File static analysis

File static analysis is something that is performed as soon as you drop a a file on disk. This is where the file system mini filter driver provides the notification and the EDR/AV starts its analysis.

In file static analysis the characteristics of the file like number of imports, imported API, checksum, certificate, file metadata etc are all extracted from the file. The number of characteristics extracted can be a lot. These characteristics can be later fed into a machine learning model to decide if a file is malicious or not. File static analysis can involve looking for signatures of shellcode/payloads in the file but that may depend on the specific product since signature analysis can also be performed during the file emulation phase when the file has unpacked itself.

File emulation

File emulation is a feature that may or may not be present (on the endpoint) in AV/EDR depending on how their detection engine works.

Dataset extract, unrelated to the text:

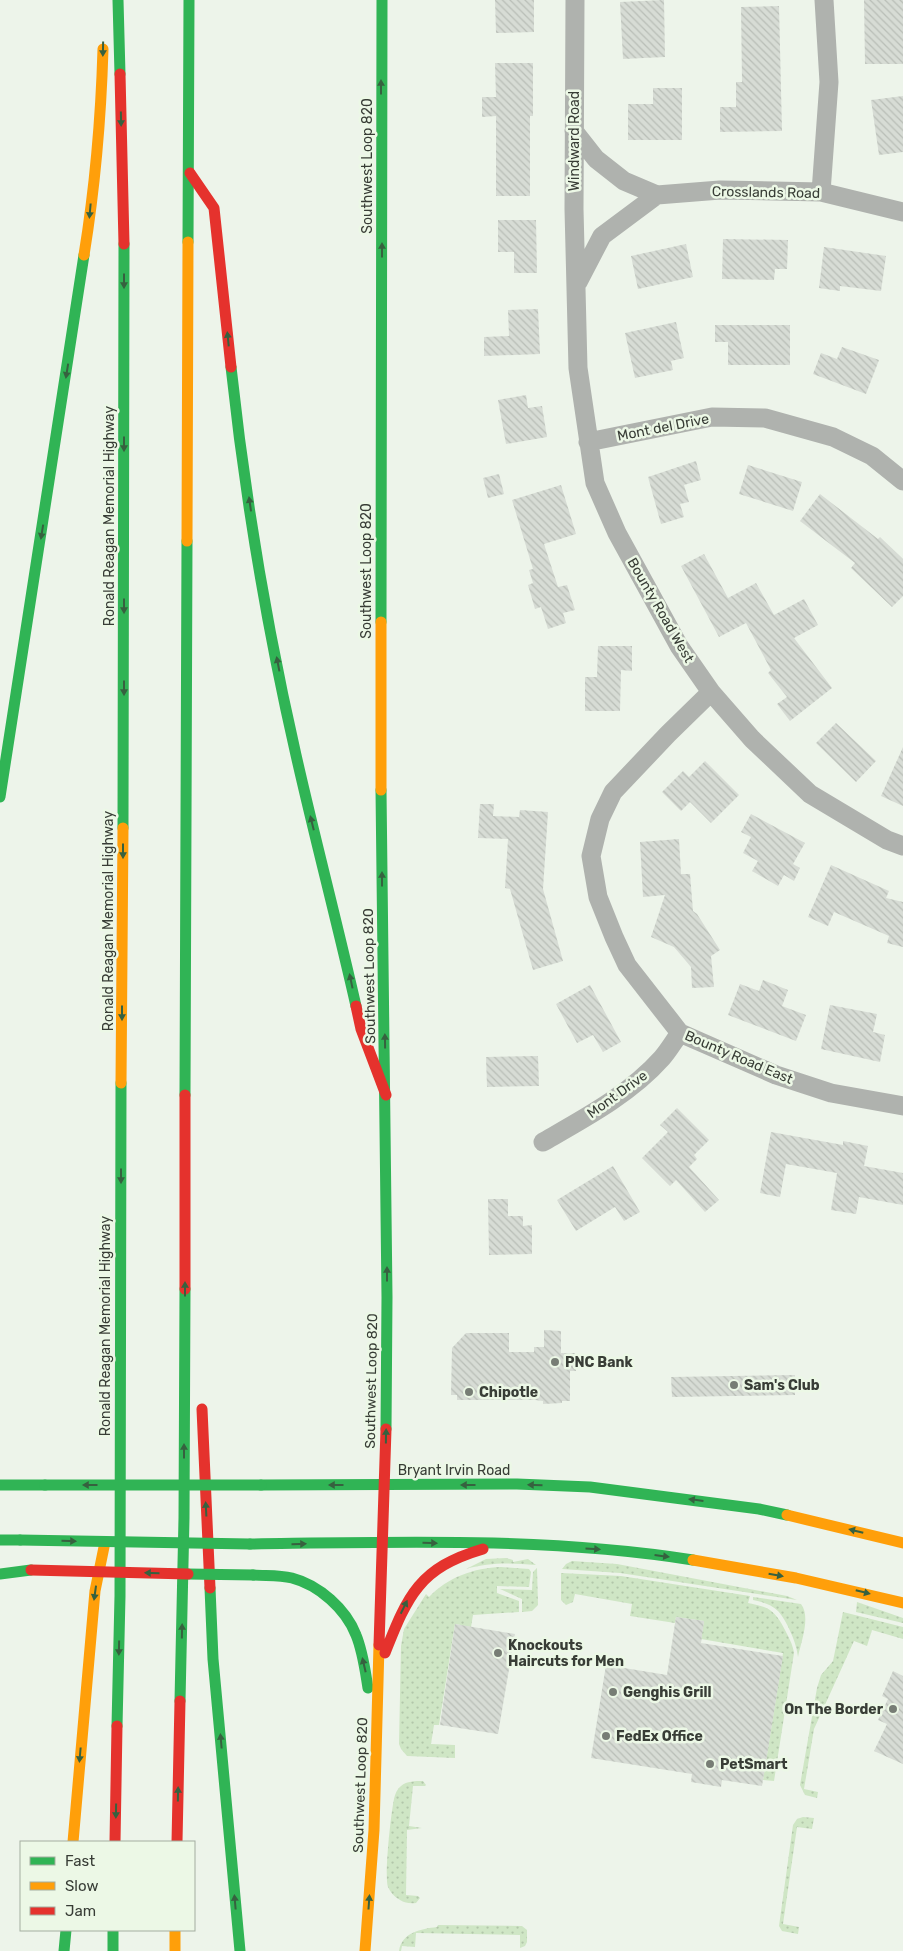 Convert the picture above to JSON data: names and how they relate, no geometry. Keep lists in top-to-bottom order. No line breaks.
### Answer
{"streets":{"main road":["Southwest Loop 820","Ronald Reagan Memorial Highway","Bryant Irvin Road"],"street":["Windward Road","Crosslands Road","Mont del Drive","Bounty Road West","Bounty Road East","Mont Drive"]},"crossings":[["Windward Road","Crosslands Road"],["Windward Road","Bounty Road West"],["Southwest Loop 820","Bryant Irvin Road"],["Mont del Drive","Bounty Road West"],["Bounty Road West","Bounty Road East"],["Bounty Road East","Mont Drive"]],"one_way":["Southwest Loop 820"],"places":["PNC Bank","Sam's Club","Chipotle","Knockouts Haircuts for Men","Genghis Grill","On The Border","FedEx Office","PetSmart"],"legend":["Fast","Slow","Jam"]}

But if it is present file emulation will be performed after static analysis.

Emulation allows for checking the behavior of the file without the file making changes to the system. File emulation can check for network activity, api usage, memory allocation and also look for malicious code inside the process space. The data retrieved from the file emulation can also be fed into a machine learning algorithm to decide if the file is malicious. Detection can be based on the combined results from file static analysis and file emulation.

Machine learning

I have talked about file static analysis and file emulation but to fully understand what happens in these two phases it is important to get an idea of what machine learning is and how it is used.

How machine learning fits into the picture

Machine learning is a process in which mathematical algorithms are used to make predictions, find patterns or make informed decisions based on the data, therefore terms like predictive analytics, pattern recognition and statistical analysis are all used in relevance to machine learning . What kind of machine learning algorithm is employed will depend on the kind of problem that needs to be solved. Machine learning algorithms can be used in supervised, unsupervised and reinforcement Learning. Classifying a file as malicious or benign employs supervised learning. In supervised learning the data used to train the machine learning model is labeled data. That means for each input in the dataset, there is a corresponding output label. The algorithm learns to map the input (features collected from PE file during static and dynamic analysis) to the output (malicious or benign file).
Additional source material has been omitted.